■ AIM OF THE EXERCISE
Transcribe the records below from the first line to the line that includes "display:grid; place-items:center; width:77px;", inclusive, and omit the pictures.

Saved entries:
>>>>>

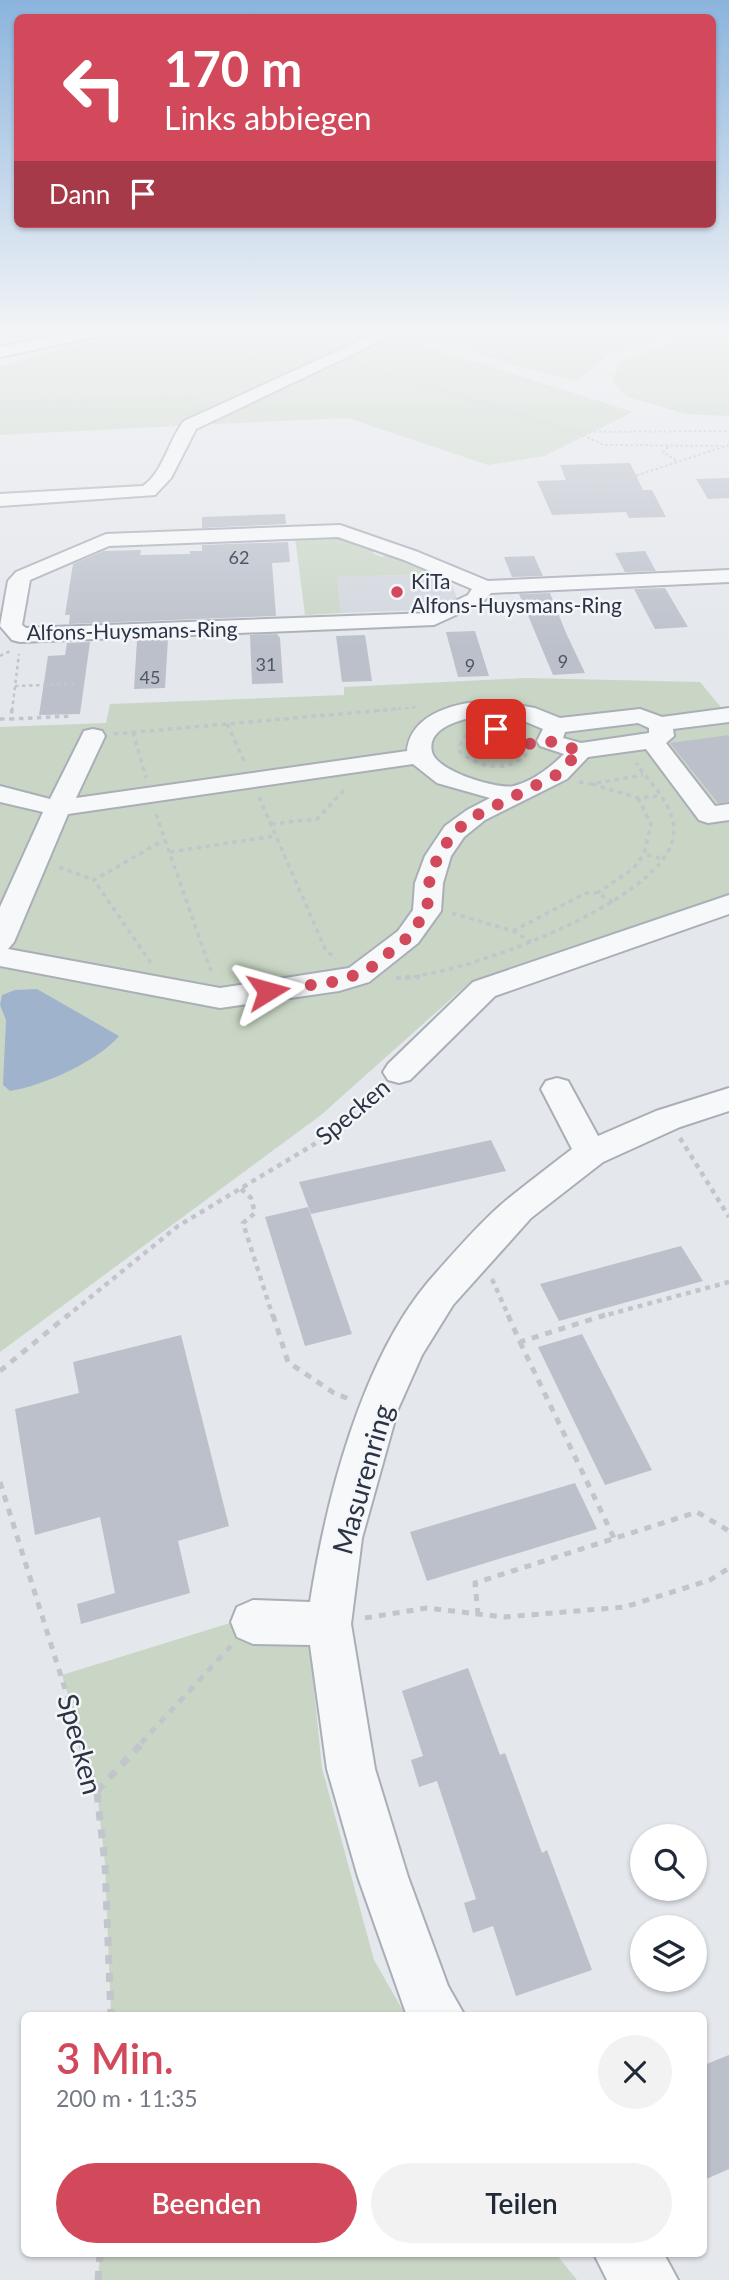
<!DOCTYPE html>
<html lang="de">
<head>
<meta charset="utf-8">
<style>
	body { margin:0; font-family:Lato,sans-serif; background:#f2f2f3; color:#1f2937; height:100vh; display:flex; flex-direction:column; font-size:26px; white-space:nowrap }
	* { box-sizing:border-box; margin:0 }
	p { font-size:23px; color:#747a83 }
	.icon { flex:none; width:38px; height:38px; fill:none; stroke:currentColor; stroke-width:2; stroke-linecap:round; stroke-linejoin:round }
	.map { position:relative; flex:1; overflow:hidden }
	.sheet { position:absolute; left:21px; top:2012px; width:686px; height:245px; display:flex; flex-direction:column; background:#fff; border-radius:10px; box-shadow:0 2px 5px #0004 }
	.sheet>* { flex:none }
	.banner { position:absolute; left:14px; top:14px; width:702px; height:214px; border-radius:10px; box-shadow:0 2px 5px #0004; background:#d1495b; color:#fff; overflow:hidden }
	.tools { position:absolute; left:630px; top:1824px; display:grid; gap:14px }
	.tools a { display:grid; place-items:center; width:77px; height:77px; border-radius:50%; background:#fff; box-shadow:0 2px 5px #0004; font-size:35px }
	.pin { position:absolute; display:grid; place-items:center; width:60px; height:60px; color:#fff; margin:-30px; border-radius:14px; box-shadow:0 4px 10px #0006 }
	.me { position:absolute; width:77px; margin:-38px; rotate:82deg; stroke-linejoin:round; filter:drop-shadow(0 0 5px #0008) }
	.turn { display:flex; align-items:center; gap:24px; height:147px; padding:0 35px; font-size:32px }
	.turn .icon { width:91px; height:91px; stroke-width:2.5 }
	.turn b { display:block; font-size:49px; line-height:60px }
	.then { display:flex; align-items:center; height:66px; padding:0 35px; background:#0003; gap:14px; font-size:26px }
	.round { display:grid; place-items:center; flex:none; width:74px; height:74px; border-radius:37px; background:#f2f2f3 }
	.head { display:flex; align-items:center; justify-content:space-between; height:119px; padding:0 35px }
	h1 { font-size:42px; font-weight:600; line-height:52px; color:#d1495b }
	.action { display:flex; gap:14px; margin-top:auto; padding:14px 35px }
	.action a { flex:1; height:80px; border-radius:42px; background:#d1495b; color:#fff; font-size:28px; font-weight:600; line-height:80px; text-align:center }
	.action a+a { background:#f2f2f3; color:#1f2937 }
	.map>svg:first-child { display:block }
</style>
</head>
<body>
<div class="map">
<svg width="729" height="2280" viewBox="0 0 729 2280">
	<rect width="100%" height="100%" fill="#e4e7ec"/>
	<path fill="#d2d6de" d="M435,574L450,579L459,605L448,609L341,613L337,577Z"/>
	<path fill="#c9d6c5" d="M163,328H355L361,338L334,357L304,373L177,426L0,435V366L57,349Z
		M409,328H474L422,345L633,412L544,456L488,465L348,418L192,425Z
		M484,328H681L608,355L578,381L512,365L442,342Z
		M710,328H729V416L686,414L625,396L612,379L622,361Z
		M339,536L377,550L372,553L382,557L389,554L435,574L337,577L341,613L305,615L295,537Z
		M526,678L700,682L729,717V893L470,982L321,1115L0,1352V727L106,723L110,704L344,695V687Z
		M305,1600L322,1768L374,1960L406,2016H111L105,1864L97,1792L62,1675Z
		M100,2254H556L577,2280H98Z"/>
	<path fill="#9fb4cc" d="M37,989L119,1036C98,1061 43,1086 10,1091L3,1085L6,1020L0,1005L2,995L15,990Z"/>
	<path fill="#bbc0ca" d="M630,463L643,490H652L666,517L629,518L626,512L552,515L537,481L566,480L560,465Z
		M729,478V498L708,499L696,479Z
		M285,514L286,524L202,528V517Z
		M288,542L290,562L272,563L276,616L69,624L70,615H65L73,564L103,551L141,550L140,555L190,554V551H202V545Z
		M645,551L656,571L625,572L615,553Z
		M534,556L543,576L512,577L504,557Z
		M665,588L688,627L655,629L634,589Z
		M550,593L566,633L585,673L553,675L519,594Z
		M475,631L489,676L458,677L446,632Z
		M277,634L280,638L283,683L252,684L250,635Z
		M365,635L372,681L342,682L336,636Z
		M168,639L165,688L134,689L137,640Z
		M90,642L80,714L39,715L48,656L65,655L67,643Z
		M729,735V802L718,803L670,743Z
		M491,1140L506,1171L311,1214L299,1182Z
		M308,1207L352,1334L305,1346L265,1217Z
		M681,1246L703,1281L559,1321L540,1284Z
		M582,1334L652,1470L605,1485L538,1347Z
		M181,1335L229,1526L178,1541L190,1593L81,1624L77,1604L115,1593L100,1517L35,1535L15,1409L79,1393L73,1362Z
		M575,1483L597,1529L427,1581L410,1532Z
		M468,1668L500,1755L505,1753L542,1853L547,1850L592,1970L516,1996L493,1926L473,1933L464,1903L476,1899L437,1781L419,1787L411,1760L423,1756L402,1691Z
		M729,2055V2169L704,2180V2065Z"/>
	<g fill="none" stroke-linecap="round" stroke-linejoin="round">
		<g stroke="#a9aeb7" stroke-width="4">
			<path id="minor" d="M388,328H408L196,429L171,478L155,495L0,506V494L143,486C164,471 168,441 184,421Z
				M340,525L418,552L488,581L729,570V582L491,593L482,603L434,625L20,642L12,640L0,626L8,581L16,572L106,534ZM338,537L404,560L472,589L468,595L430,613L26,628L22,625L30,580L109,546Z
				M494,701L535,708L560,718L640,709L662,717L729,708V722L673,729L674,736L666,743L715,806L729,804V820L708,823L699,820L646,749L588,757L567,779L485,820L464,837L451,856L443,883L441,911L418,943L369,982L339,991L220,1008L0,966V907L43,812L0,802V786L50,799L84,731L93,729L102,731L105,736L76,798L407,751C411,711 462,701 494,701ZM494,715L519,719L543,729L537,741L540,746L564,754C551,767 533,781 514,786C498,790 436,771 432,752C425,724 475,715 494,715ZM638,723L649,728V733L581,743L563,738L565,732ZM413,764L437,783L490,798L467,810L445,826L425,856L415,883L413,910L398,931L349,968L220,988L8,949L14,942L68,814Z
				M729,895V914L495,996L410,1080L399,1083L388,1080L383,1072L388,1064L473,982Z
				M557,1078L568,1081L598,1136L656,1111L729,1088V1111L680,1127L603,1162L531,1218L453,1305L422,1355L398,1409L362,1538L351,1624L375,1769L408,1877L448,1986L465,2016H407L358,1877L327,1769L310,1645L253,1644L237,1637L231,1622L237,1607L253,1600L310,1602C326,1500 361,1362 428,1282C451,1256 483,1219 509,1198C530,1181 551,1165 572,1149L541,1089L546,1081Z
				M594,2254H664L678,2280H607Z"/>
		</g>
		<g stroke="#a3abb8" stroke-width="4">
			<path id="major" d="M87,328H121L113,333L0,357V347Z"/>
		</g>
		<path stroke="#c2c5cb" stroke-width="2" stroke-dasharray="2.5 2.5" stroke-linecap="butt" d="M131,333L154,328
			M105,350L310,348
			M359,365L574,432L729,431
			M0,401L199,399
			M578,433L604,445L721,446
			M668,447L663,452L678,462
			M592,481L632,477L729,445"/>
		<path stroke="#c2c5cb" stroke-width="2.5" stroke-dasharray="3.5 3.5" stroke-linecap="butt" d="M0,656L10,651
			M15,686L74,684
			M12,711L19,654
			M377,711L419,707"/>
		<path stroke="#c2c5cb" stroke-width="3.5" stroke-dasharray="4.5 4.5" stroke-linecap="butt" d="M12,709L11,719L72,716
			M0,719H11
			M227,724L245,763
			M496,729C511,732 525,735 529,751C511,774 481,769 460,752V745L466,736Z
			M133,732L146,778
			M114,734L396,709
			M579,782L591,784L643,775
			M592,784L638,798L659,796
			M259,797L326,951L336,958
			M638,798L651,824L644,854L664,859
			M156,814L212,974
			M271,824L317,819L344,790
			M170,852L275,836
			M59,867L94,880
			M613,902L597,893L633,869L644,854
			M452,913L513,931L531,942
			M513,931L586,893H597
			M151,963L94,880L164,840
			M396,978C457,978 661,903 673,838C679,809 651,785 636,763"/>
		<path stroke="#c2c5cb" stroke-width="4.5" stroke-dasharray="5 5" stroke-linecap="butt" d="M396,978L420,977
			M680,1138L729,1217
			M241,1189L251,1198L255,1213L243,1223L273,1317
			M492,1279L509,1317
			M66,1317L178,1226L313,1145L381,1089
			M599,1317L729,1282"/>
		<path stroke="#c2c5cb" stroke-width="5" stroke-dasharray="7 7" stroke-linecap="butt" d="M273,1315L288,1362L334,1393L349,1399
			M508,1315L520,1342L605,1315
			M520,1342L614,1538
			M0,1371L68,1315
			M0,1482L82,1743
			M478,1615L475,1583L697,1512L729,1531
			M365,1618L427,1608L504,1617L625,1607L710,1580L729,1568
			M141,1743L231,1646"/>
		<path stroke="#c2c5cb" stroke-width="7" stroke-dasharray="9 9" stroke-linecap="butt" d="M81,1742L97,1792L105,1864L111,2016
			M97,1791L143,1742
			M98,2280L100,2254"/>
		<use href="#minor" fill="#f7f8fa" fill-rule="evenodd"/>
		<use href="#major" fill="#fff" fill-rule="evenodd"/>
	</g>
	<linearGradient id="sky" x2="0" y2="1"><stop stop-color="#8bb4dd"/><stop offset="0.51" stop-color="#f3f4f6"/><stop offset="1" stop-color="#f3f4f6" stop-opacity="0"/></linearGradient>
	<rect width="729" height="648" fill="url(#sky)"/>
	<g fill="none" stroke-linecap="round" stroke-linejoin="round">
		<path stroke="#d1495b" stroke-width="12" stroke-dasharray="0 21.6" d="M268,991L339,981L368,970L408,937L427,911L429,883L438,856L454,832L477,815L558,774L580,751L549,741L528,744L510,732L496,729"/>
	</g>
	<circle fill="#d1495b" stroke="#f4f6f9" stroke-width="2.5" cx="397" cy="592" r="7"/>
	<g text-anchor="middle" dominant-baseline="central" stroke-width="5" stroke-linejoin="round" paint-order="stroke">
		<g font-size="18" fill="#4f5766">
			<text x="239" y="557">62</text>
			<text x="563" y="661">9</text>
			<text x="266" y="664">31</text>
			<text x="470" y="665">9</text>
			<text x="150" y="677">45</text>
		</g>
		<g font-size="21" fill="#2b3445" stroke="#f4f6f9" text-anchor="start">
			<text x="411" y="580">KiTa<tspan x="411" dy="24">Alfons-Huysmans-Ring</tspan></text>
		</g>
		<g font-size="21" fill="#2b3445" stroke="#f4f6f9">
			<text transform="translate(132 630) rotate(-1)">Alfons-Huysmans-Ring</text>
		</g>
		<g font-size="24" fill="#2b3445" stroke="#f4f6f9">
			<text transform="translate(352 1111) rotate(-40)">Specken</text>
		</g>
		<g font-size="28" fill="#2b3445" stroke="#f4f6f9">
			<text transform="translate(362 1479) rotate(-74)">Masurenring</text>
			<text transform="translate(81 1744) rotate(75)">Specken</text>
		</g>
	</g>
</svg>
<div class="tools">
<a><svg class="icon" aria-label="search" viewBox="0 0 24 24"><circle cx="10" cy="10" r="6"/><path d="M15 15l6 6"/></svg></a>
<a><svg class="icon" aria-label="layers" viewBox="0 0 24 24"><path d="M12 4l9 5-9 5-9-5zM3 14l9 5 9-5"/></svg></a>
</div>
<div class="pin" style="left:496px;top:729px;background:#d93025"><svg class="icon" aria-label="arrive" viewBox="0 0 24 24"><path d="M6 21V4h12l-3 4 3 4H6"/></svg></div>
<svg class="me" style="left:268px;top:991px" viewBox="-20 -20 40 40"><path d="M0-17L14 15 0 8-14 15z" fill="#d1495b" stroke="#fff" stroke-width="4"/></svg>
<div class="banner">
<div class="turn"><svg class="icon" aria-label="left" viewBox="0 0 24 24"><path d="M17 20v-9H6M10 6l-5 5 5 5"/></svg><div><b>170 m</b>Links abbiegen</div></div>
<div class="then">Dann<svg class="icon" aria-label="arrive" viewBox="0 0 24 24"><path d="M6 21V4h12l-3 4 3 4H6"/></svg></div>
</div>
<section class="sheet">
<div class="head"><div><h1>3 Min.</h1><p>200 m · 11:35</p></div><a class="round"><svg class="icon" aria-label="close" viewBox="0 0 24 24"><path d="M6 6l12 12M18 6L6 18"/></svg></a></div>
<div class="action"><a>Beenden</a><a>Teilen</a></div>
</section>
</div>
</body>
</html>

<<<<<

■ SOLUTION TO THE EXERCISE
<!DOCTYPE html>
<html lang="de">
<head>
<meta charset="utf-8">
<style>
	body { margin:0; font-family:Lato,sans-serif; background:#f2f2f3; color:#1f2937; height:100vh; display:flex; flex-direction:column; font-size:26px; white-space:nowrap }
	* { box-sizing:border-box; margin:0 }
	p { font-size:23px; color:#747a83 }
	.icon { flex:none; width:38px; height:38px; fill:none; stroke:currentColor; stroke-width:2; stroke-linecap:round; stroke-linejoin:round }
	.map { position:relative; flex:1; overflow:hidden }
	.sheet { position:absolute; left:21px; top:2012px; width:686px; height:245px; display:flex; flex-direction:column; background:#fff; border-radius:10px; box-shadow:0 2px 5px #0004 }
	.sheet>* { flex:none }
	.banner { position:absolute; left:14px; top:14px; width:702px; height:214px; border-radius:10px; box-shadow:0 2px 5px #0004; background:#d1495b; color:#fff; overflow:hidden }
	.tools { position:absolute; left:630px; top:1824px; display:grid; gap:14px }
	.tools a { display:grid; place-items:center; width:77px; height:77px; border-radius:50%; background:#fff; box-shadow:0 2px 5px #0004; font-size:35px }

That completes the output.